Below are records; work out how many of their lines contain "stream" and give only that number.

(Beginning of Records for this exercise)

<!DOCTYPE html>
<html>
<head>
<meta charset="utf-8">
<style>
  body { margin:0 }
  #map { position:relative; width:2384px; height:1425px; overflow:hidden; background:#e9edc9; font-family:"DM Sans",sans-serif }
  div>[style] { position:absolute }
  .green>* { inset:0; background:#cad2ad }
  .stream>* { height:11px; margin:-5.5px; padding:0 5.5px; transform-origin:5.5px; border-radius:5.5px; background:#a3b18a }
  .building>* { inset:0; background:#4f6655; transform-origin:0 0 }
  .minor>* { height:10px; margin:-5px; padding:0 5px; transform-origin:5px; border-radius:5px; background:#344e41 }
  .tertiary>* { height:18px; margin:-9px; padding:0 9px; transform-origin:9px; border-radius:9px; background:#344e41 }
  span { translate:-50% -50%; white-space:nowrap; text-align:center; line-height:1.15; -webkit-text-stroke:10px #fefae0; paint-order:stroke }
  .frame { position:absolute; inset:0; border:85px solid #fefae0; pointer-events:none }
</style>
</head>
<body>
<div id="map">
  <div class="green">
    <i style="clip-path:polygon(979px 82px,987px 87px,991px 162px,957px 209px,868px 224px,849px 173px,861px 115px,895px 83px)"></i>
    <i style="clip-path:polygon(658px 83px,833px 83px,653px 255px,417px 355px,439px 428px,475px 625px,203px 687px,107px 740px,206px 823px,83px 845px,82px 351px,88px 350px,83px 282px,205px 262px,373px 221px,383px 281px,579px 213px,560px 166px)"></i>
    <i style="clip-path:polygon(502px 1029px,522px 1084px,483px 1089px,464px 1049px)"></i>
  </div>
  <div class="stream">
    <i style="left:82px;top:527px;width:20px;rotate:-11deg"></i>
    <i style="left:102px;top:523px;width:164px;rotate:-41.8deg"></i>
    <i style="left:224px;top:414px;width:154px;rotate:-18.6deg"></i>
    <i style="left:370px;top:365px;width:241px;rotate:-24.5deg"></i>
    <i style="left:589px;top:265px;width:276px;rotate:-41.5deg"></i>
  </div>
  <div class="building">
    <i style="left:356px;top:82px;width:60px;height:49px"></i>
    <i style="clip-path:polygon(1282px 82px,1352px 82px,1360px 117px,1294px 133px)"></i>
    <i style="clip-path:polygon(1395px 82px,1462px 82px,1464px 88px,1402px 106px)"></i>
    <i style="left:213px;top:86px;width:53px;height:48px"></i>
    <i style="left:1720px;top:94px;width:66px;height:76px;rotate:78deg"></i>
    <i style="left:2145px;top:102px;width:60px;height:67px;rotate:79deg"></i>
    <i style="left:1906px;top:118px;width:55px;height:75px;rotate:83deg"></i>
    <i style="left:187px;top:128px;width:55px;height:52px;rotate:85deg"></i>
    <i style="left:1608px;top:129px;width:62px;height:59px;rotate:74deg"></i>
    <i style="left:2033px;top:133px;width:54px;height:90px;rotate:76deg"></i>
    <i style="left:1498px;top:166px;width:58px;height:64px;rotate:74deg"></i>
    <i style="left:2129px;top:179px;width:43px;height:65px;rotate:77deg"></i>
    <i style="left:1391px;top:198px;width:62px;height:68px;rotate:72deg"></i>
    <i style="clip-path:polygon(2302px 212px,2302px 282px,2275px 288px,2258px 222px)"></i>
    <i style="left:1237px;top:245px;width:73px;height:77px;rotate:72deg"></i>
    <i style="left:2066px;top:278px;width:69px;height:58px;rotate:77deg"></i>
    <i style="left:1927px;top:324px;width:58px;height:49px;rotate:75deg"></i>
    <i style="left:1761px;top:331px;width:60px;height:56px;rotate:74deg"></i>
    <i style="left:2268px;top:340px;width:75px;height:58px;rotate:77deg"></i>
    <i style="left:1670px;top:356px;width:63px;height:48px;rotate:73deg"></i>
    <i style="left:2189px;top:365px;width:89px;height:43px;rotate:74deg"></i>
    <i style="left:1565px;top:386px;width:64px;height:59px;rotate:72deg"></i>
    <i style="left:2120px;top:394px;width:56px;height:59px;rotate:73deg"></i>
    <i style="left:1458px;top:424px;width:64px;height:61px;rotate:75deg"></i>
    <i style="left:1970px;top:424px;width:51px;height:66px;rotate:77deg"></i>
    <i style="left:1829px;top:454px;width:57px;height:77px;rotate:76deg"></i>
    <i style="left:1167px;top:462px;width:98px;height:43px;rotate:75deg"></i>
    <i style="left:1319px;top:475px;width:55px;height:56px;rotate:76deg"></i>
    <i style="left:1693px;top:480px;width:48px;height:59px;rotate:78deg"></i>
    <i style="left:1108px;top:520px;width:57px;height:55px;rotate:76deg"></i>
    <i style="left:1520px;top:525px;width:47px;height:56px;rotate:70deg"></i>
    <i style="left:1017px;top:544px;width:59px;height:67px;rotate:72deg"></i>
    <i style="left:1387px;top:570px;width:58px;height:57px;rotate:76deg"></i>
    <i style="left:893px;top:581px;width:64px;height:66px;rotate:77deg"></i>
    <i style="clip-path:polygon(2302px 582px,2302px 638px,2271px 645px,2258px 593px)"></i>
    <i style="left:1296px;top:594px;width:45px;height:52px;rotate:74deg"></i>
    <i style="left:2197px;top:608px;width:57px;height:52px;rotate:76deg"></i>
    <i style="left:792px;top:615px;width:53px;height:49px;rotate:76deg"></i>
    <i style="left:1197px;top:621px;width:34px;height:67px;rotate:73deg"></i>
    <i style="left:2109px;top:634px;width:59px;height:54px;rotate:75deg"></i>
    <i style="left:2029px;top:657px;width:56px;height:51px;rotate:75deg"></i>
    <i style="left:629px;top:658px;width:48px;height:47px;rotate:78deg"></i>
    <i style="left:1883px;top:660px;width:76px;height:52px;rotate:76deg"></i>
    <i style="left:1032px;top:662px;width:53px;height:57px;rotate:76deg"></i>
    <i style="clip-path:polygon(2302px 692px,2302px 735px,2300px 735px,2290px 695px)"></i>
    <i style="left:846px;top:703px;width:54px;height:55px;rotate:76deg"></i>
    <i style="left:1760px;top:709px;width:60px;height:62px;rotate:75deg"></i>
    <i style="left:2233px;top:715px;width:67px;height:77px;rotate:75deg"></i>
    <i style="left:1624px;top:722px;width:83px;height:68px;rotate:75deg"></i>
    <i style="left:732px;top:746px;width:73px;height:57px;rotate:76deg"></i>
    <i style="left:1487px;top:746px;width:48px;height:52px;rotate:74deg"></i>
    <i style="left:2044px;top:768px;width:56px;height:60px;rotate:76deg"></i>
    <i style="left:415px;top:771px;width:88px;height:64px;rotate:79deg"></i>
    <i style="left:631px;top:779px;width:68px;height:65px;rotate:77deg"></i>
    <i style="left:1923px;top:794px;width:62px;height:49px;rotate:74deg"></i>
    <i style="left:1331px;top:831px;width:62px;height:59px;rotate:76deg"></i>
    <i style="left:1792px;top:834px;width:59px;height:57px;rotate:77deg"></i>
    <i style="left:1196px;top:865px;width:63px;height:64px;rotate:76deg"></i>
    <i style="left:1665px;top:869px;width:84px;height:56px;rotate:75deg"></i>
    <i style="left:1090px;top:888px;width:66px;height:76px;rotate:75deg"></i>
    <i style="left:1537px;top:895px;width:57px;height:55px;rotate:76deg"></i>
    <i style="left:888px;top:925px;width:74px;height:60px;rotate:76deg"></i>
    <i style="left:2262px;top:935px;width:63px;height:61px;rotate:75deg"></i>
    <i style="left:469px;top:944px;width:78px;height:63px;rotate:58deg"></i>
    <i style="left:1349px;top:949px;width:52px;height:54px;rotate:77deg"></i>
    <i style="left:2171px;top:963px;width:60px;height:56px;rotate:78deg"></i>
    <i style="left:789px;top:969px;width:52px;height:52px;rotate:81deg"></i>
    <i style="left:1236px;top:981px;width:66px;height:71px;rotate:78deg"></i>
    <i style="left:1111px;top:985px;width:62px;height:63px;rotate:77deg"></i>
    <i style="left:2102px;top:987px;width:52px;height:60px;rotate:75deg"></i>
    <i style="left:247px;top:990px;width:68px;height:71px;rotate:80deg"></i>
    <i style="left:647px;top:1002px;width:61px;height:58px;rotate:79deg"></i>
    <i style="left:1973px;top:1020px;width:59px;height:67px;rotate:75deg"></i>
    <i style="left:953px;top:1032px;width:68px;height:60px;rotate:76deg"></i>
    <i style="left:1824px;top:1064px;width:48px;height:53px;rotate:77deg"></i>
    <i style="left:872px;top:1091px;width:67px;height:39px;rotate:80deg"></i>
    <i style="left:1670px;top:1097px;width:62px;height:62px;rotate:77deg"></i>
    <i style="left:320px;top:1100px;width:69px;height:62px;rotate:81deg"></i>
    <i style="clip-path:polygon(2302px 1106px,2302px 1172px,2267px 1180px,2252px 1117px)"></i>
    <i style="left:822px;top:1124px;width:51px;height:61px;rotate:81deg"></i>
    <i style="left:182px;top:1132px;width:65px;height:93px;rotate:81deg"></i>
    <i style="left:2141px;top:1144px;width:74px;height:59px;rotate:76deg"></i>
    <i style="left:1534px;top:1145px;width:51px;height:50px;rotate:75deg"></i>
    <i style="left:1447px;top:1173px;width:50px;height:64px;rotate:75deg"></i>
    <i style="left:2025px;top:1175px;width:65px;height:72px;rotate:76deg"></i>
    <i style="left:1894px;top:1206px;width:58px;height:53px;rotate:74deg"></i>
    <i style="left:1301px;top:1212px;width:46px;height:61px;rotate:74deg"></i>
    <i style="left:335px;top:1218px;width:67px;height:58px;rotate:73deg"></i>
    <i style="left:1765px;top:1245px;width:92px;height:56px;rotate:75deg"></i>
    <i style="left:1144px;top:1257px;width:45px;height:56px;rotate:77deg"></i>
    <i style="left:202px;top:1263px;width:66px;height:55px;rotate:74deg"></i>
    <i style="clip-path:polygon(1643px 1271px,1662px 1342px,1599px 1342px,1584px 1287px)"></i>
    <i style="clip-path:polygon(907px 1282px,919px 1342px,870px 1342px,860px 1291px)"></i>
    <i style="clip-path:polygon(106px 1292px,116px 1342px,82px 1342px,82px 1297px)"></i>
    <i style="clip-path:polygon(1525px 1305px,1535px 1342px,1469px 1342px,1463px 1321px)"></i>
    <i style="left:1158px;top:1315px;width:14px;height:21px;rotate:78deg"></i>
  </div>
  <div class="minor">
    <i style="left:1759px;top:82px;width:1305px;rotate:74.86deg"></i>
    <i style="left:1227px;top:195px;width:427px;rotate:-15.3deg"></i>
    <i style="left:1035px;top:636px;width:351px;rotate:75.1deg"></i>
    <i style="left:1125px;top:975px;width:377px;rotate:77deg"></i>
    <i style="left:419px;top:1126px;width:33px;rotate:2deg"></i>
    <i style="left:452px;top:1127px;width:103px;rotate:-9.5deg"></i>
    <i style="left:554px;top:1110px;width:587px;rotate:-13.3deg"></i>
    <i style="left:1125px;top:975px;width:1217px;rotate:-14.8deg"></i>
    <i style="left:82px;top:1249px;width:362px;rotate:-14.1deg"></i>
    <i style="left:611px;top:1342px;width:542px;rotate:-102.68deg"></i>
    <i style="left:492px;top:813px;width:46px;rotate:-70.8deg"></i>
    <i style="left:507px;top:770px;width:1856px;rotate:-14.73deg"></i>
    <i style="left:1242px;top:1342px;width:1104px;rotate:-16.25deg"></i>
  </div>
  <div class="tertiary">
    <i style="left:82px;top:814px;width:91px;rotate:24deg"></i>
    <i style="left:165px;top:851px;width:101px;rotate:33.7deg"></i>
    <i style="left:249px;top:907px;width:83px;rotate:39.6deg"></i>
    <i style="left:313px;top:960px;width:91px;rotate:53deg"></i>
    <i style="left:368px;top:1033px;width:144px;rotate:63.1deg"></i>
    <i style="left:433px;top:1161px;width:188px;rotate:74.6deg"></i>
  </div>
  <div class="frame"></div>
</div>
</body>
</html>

(End of Records for this exercise)

_Response_
2